Vamberto toma Wilson como figura modelar não apenas na irrequietude e descrença na canonicidade do pensamento, mas também como investigador das mais díspares culturas nomeadamente a do Canadá e a do Haiti (e cito) “que ele via como não só oferecendo outras faces criativas e culturais da grande tradição do Ocidente, que ele tão completamente havia interiorizado, como agora contestava a hegemonia cultural e política sobre alguns desses povos oprimidos, ignorados e marginalizados.” Diz-nos ainda Vamberto que nesta busca dos saberes de esquecidos povos, Wilson vai desde a antiguidade dos Essênios até à contemporaneidade francófona do Canadá, passando ainda largamente pelas comunidades nativo-americanas dos dois extremos do continente, assim como pelos israelitas, e outros povos das Caraíbas. Muito antes do reconhecimento nas universidades americanas, já Wilson lia e apreciava toda a obra de Aimé Césaire, da ilha de Martinique; Wilson leu Césaire a caminho do Haiti, em 1949, quando se preparava para uma série de reportagens sobre a respectiva cultura, as quais viriam a constituir uma das secções do significativamente intitulado Red, Black, Blond and Olive.
Ao descrever a figura de Wilson, Vamberto mira-se no espelho da exemplaridade, resgatndo-o real e simbolicamente das margens esquecidas e ignoradas pelos críticos portugueses, com raras excepções, entre elas Eugénio Lisboa e David Mourão-Ferreira que foi a primeira pessoa que apresentou Wilson a Eugénio Lisboa.
Vamberto vai buscar a Gore Vidal as palavras certas sobre Wilson e sobre The Cold War and the Income Tax: A Protest: “Edmund Wilson é o nosso mais distinto homem de letras. Ele tem sido sempre (mesmo que os burocratas não o saibam) o grande defensor cultural da América. Perder um homem destes é um sinal que a nossa sociedade está a entrar numa zona de sombras que, uma vez atravessada, significa que é o fim de tudo o que os nossos fundadores esperavam vir a ser um país onde a felicidade seria utilmente procurada.”
Será talvez conveniente conhecer a campanha que Vamberto moveu no facebook contra o governo de Passos Coelho e Paulo Portas para melhor perceber os vasos comunicantes entre a campanha de Wilson e a sua própria campanha. Até mesmo aqui acompanho Vamberto: toda a escrita crítica ou ensaísta está eivada da nossa visão do mundo. Cedo aprendeu que “a grande literatura é sempre um retrato não apenas de um indivíduo e suas circunstâncias – como Ortega y Gasset escreveu -, mas também de toda uma sociedade ou comunidade.”

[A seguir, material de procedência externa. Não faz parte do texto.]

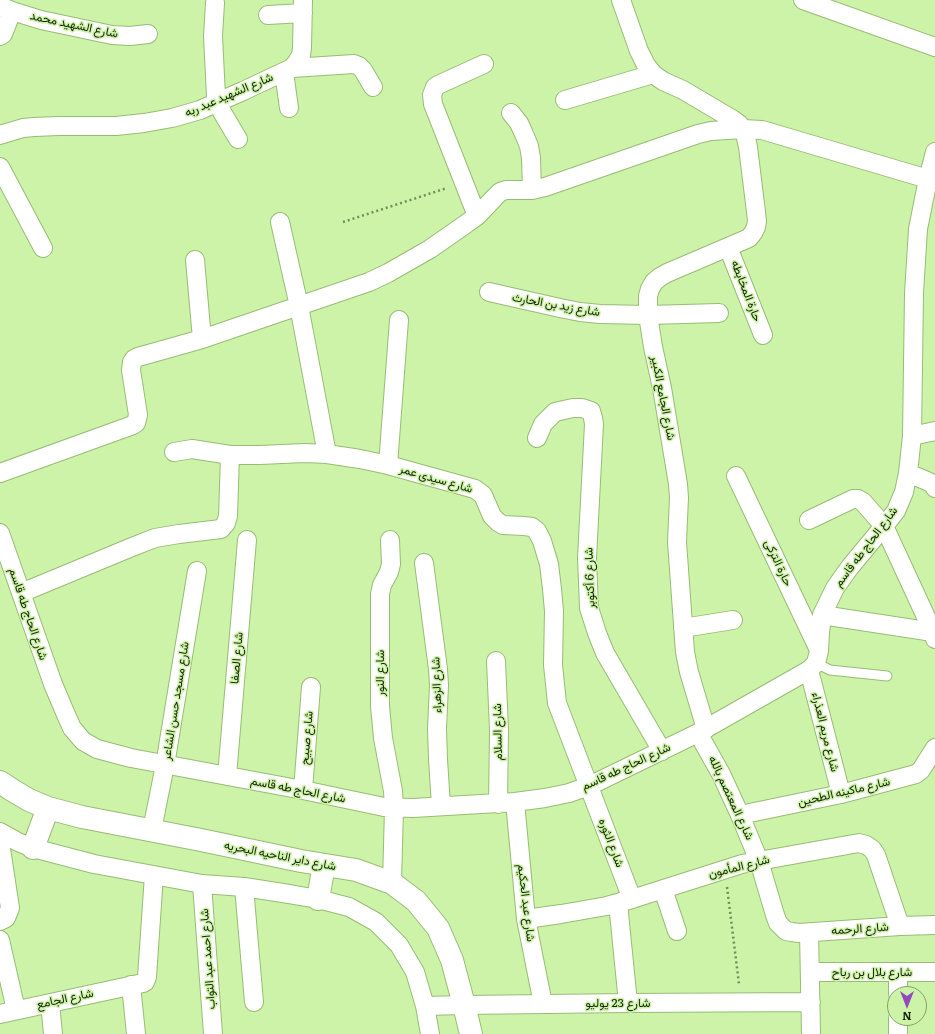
<!DOCTYPE html>
<meta charset="utf-8">
<style>
body{margin:0}
#map{position:relative;width:935px;height:1034px;overflow:hidden;background:#cdf3a9;font-family:Literata,serif}
canvas{display:block}
.north{position:absolute;left:887px;top:986px;width:40px;height:40px;box-sizing:border-box;background:#cdf3a9;border:1px solid #84a168;border-radius:50%;rotate:180deg;font-size:11px;font-weight:700;line-height:16px;text-align:center;color:#172507}
.north::after{content:'';display:block;margin:auto;width:14px;height:18px;background:#9149bc;clip-path:polygon(50% 0,100% 100%,50% 72%,0 100%)}
</style>
<div id="map">
<canvas width="935" height="1034"></canvas>
<div class="north">N</div>
</div>
<script>
const context = document.querySelector('canvas').getContext('2d');
context.lineJoin = 'round';
const toPath = rows => new Path2D(rows.map(r => 'M' + r).join(''));
function strokePath(path, color, width, dash) { context.strokeStyle = color; context.lineWidth = width; context.lineCap = dash ? 'butt' : 'round'; context.setLineDash(dash || []); context.stroke(path); }
function write(font, color, halo, rows, align = 'center') {
  context.font = font + ' Literata,Vazirmatn,serif'; context.lineWidth = 3; context.setLineDash([]); context.textBaseline = 'middle'; context.strokeStyle = halo; context.fillStyle = color; for (const [text, x, y, turn = 0] of rows) {
    context.save(); context.translate(x, y); context.rotate((+turn || 0) * Math.PI / 180); context.textAlign = isNaN(turn) ? turn : align; if (halo) context.strokeText(text, 0, 0); context.fillText(text, 0, 0); context.restore();
  }
}
const service = toPath([
 [816,663,830,670,887,676]
]);
const minor = toPath([
 [621,0,639,51,646,65,653,74,663,81,683,90,732,119,739,124,743,129,746,138,748,147,756,212,757,221,756,227,753,233,749,238,667,273,660,277,654,282,650,289,648,296,648,315,653,347,662,388,678,484,679,498,677,542,685,652,689,672,706,729],
 [803,0,935,47],
 [215,3,213,36,216,96,217,102,222,112,238,139],
 [0,6,12,11,41,20,112,35,130,36,148,34],
 [268,15,303,13],
 [0,36,3,34,12,11],
 [292,68,354,64,359,66,363,70,373,87],
 [284,72,289,108],
 [565,100,653,74],
 [511,113,519,123,524,134,529,146,531,158,532,190],
 [0,135,23,128,34,127,59,126,116,126,144,123,172,118,200,110,243,91,292,68,297,62,301,55,302,48,303,0],
 [0,167,43,248],
 [477,216,433,104,432,95,435,87,438,85,484,64],
 [280,222,299,306,327,454],
 [728,247,763,335],
 [195,260,202,339],
 [489,292,560,308,580,312,600,314,648,315,719,313],
 [912,436,935,431],
 [537,438,543,424,555,412,573,408,582,408,591,411,593,418,594,424,587,558,589,608,597,633,605,653,662,751],
 [174,452,192,449,230,455,260,455,305,453,327,454,360,459,388,465,475,489,483,495,492,516,498,522,503,525,524,526,532,527,537,531,542,541,549,564,552,589,554,611,553,665,557,703,632,899],
 [388,465,399,320],
 [0,473,133,425,136,423,138,415,131,370,132,362,134,359,138,357,202,339,369,282,388,273,430,249,463,226,477,216,496,196,500,192,506,190,532,190,545,187,698,134,711,131,743,129,762,130,928,179],
 [908,473,927,481,933,484,935,488],
 [736,476,818,648],
 [809,520,853,499,858,499,863,502,884,526,933,632,935,639],
 [0,533,53,684,64,710,72,728,83,741,97,749,131,758,303,790,384,807,413,808,515,802,545,798,569,793,589,786,698,733,809,670,816,663,819,651,820,633,822,615,835,588,850,567,884,526,896,511,904,492,908,473,912,436,914,293,918,229,928,179,935,152],
 [390,540,391,564,389,572,382,585,380,594,380,706,383,738,393,791,394,808,392,883],
 [424,563,438,669,439,685,437,729,438,759,441,806],
 [21,593,132,547,155,538,179,534,221,529,226,523,228,516,230,455],
 [822,615,933,632],
 [683,628,733,620],
 [496,661,499,730,498,804],
 [809,670,841,794],
 [698,733,721,774,740,815,759,861,775,915,778,923,786,931,792,932,799,933,900,926,935,925],
 [227,776,247,540],
 [303,790,311,687],
 [515,802,526,919,543,1004],
 [740,815,841,794,916,774,921,770,935,748],
 [152,830,165,765,197,571],
 [0,832,18,842,33,848,94,864,202,884,244,887,283,893,318,899,349,907,376,922,399,945,415,972,425,1006,430,1034],
 [0,842,10,908,6,918,0,921],
 [202,884,213,1034],
 [244,887,254,1002],
 [663,889,677,931],
 [618,903,628,1003],
 [526,919,561,914,607,906,632,899,742,864,859,843,866,845,872,849,876,855,900,926],
 [809,932,811,1034],
 [0,940,16,1010],
 [810,972,935,972],
 [131,985,136,1034],
 [898,994,898,972],
 [50,1003,53,1034],
 [425,1006,464,1005,628,1003,811,1002],
 [0,1014,143,983,145,982,147,977,154,875],
 [898,1034,898,1018]
]);
const tertiary = toPath([
 [0,782,12,790,29,800,48,808,82,817,201,840,301,861,356,870,392,883,416,901,438,928,452,960,464,1005,471,1034],
 [33,848,48,808],
 [318,899,324,865]
]);
strokePath(service, '#98bc74', 11);
strokePath(minor, '#98bc74', 20);
strokePath(tertiary, '#98bc74', 24);
strokePath(toPath([
 [343,222,447,188],
 [727,887,739,984]
]), '#728c58', 2.5, [2, 3]);
strokePath(service, '#fff', 9);
strokePath(minor, '#fff', 18);
strokePath(tertiary, '#fff', 22);
write('12px', '#172507', '#cdf3a9', [
 ["شارع الشهيد محمد",74,25,12],
 ["شارع الشهيد عبد ربه",229,95,-23],
 ["حارة المخابطه",746,291,69],
 ["شارع زيد بن الحارث",556,305,10],
 ["شارع الجامع الكبير",663,398,79],
 ["شارع سيدى عمر",436,479,16],
 ["شارع الحاج طه قاسم",866,547,-53],
 ["حارة التركى",778,563,65],
 ["شارع 6 أكتوبر",590,578,-92],
 ["شارع الحاج طه قاسم",28,614,71],
 ["شارع الصفا",237,658,-85],
 ["شارع النور",380,673,-90],
 ["شارع الزهراء",437,685,-92],
 ["شارع مسجد حسن الشاعر",176,701,-81],
 ["شارع السلام",498,732,-91],
 ["شارع مريم العذراء",825,732,76],
 ["شارع صبيح",307,738,-85],
 ["شارع الحاج طه قاسم",626,767,-25],
 ["شارع الحاج طه قاسم",298,790,11],
 ["شارع ماكينه الطحين",844,792,-13],
 ["شارع المعتصم بالله",731,798,65],
 ["شارع الثوره",611,843,69],
 ["شارع داير الناحيه البحريه",280,856,11],
 ["شارع المأمون",739,867,-14],
 ["شارع عبد الحكيم",526,903,83],
 ["شارع الرحمه",860,929,-4],
 ["شارع احمد عبد التواب",208,959,-94],
 ["شارع بلال بن رباح",872,972],
 ["شارع الجامع",65,999,-12],
 ["شارع 23 يوليو",618,1003]
]);
</script>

A relação entre literatura e sociedade é a linha de força deste livro, conforme o seu autor não deixa de apontar logo na introdução ao dizer-nos que este terceiro BorderCrossings “segue as mesmas linhas temáticas de sempre – literatura e sociedade, ou como a arte reflecte o quotidiano das nossas vidas, e sobretudo como os escritores deste mesmo tempo reagem a um período de transição histórica que atinge tanto o indivíduo como a comunidade em que está inserido, ou as vidas transfiguradas e espelhadas na prosa, poesia e no ensaísmo com que nos identificamos, ou que nos desafia a compreender outros modos de ser e estar.” Para Vamberto a literatura foi sempre um acto profundamente identitário, através da qual “vemos” o outro, o que nos obriga à auto-reflexão de quem somos e como somos.”Mas esclarece que é de literatura que aqui se trata:” Literatura não é sociologia, sabemos, por detrás dos “factos” estudados estão as narrativas que penetram fundo nos seres reinventados, nos personagens que da realidade passam a um palco de dramatização do riso e do choro, que é condição humana. “A atenção aos avanços e recuos civilizacionais plasmados nalguma literatura europeia levam Vamberto a escrever sobre a questão islâmica comentando o controverso romance Submissão de Michel Houellebecq e não fugindo às reflexões políticas, culturais e étnicas que ensombram a actualidade considerando o autor “ um dos poucos escritores europeus contemporâneos que tem a coragem de lançar na literatura as mais pertinentes questões que estão, mesmo que não sejam evidentes a muitos de nós, a determinar o rumo de uma Europa que deixou de saber qual é o seu papel no mundo, e, muito mais grave ainda, como manter a sua paz interna ou relançar a justiça económica para todos os seus cidadãos.” A reflexão sobre a Europa leva ainda Vamberto a tecer considerações muito pertinentes sobre o volume A Identidade Cultural Europeia, assinado por Vasco Graça Moura, e publicado em 2014, pela Fundação Francisco Manuel dos Santos.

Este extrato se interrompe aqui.